Hearing Krugman lay out the pretty reasonable basis that modern mainstream economics starts from, I wondered to myself just how I came to think so poorly of the field. And the answer of course was economists and economic pundits making absurd claims across all manner of media.
And Krugman cuts to the heart of that:
They claim to reject neoclassical economics, but their alternative is not an alternative model but a lot of verbiage; they talk at the economy, and imagine that by so doing they achieve a higher level of sophistication and realism than economists who try to express their ideas in terms of little models.
And they’re kidding themselves; all they’ve done is hide their implicit models and prejudices behind a dust cloud. And that’s one reason they have been so disastrously wrong at every stage of this crisis.

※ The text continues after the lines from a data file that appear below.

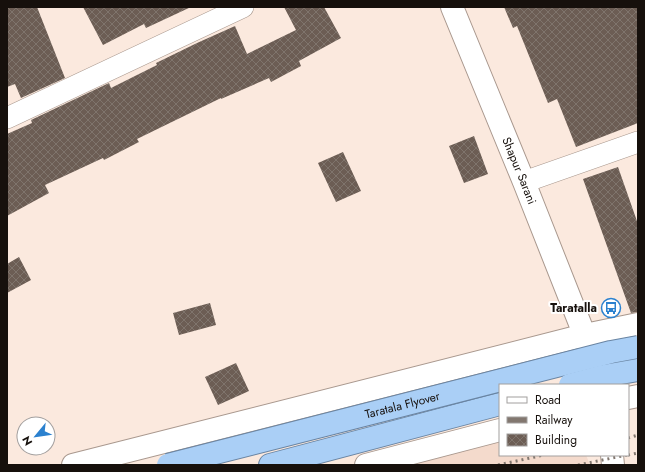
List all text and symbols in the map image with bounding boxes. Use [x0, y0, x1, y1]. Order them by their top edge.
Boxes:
street label: Shapur Sarani [497, 134, 541, 207]
bus stop icon: Taratalla [600, 297, 622, 319]
place label: Taratalla [550, 299, 597, 317]
legend [499, 384, 629, 456]
street label: Taratala Flyover [363, 387, 443, 423]
text: Road [535, 391, 561, 409]
text: Railway [535, 411, 573, 429]
north arrow [16, 416, 56, 456]
text: Building [535, 431, 577, 449]
text: N [18, 433, 36, 449]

The economists that I was so disgusted by were not ones who simply used mainstream or even alternative models and arrived at conclusions that differed from my preferred outcomes- they were talking heads from the Wall Street Journal, doom mongering on Glenn Beck’s clown show. They pretended to be speaking plain truths that didn’t rely on “suspect” models, but of course were using models of their own- laughably unconstrained by reality, internal consistency, or the body of evidence of their field.
Sounds all too familiar, doesn’t it?
Imagine if the field of climate science was judged by the talking heads or blogologists who eschew physics-based climate models as fraudulent, perversely talk about how a warmer MCA means we have nothing to worry about from unchecked increases in radiative forcing, or make endless predictions of cooling just around the corner that never come true.
Whether or not mainstream economics ultimately contends with the biogeochemical limits of a finite system, I shouldn’t judge it against the worst of its mouthpieces.
Image may be NSFW.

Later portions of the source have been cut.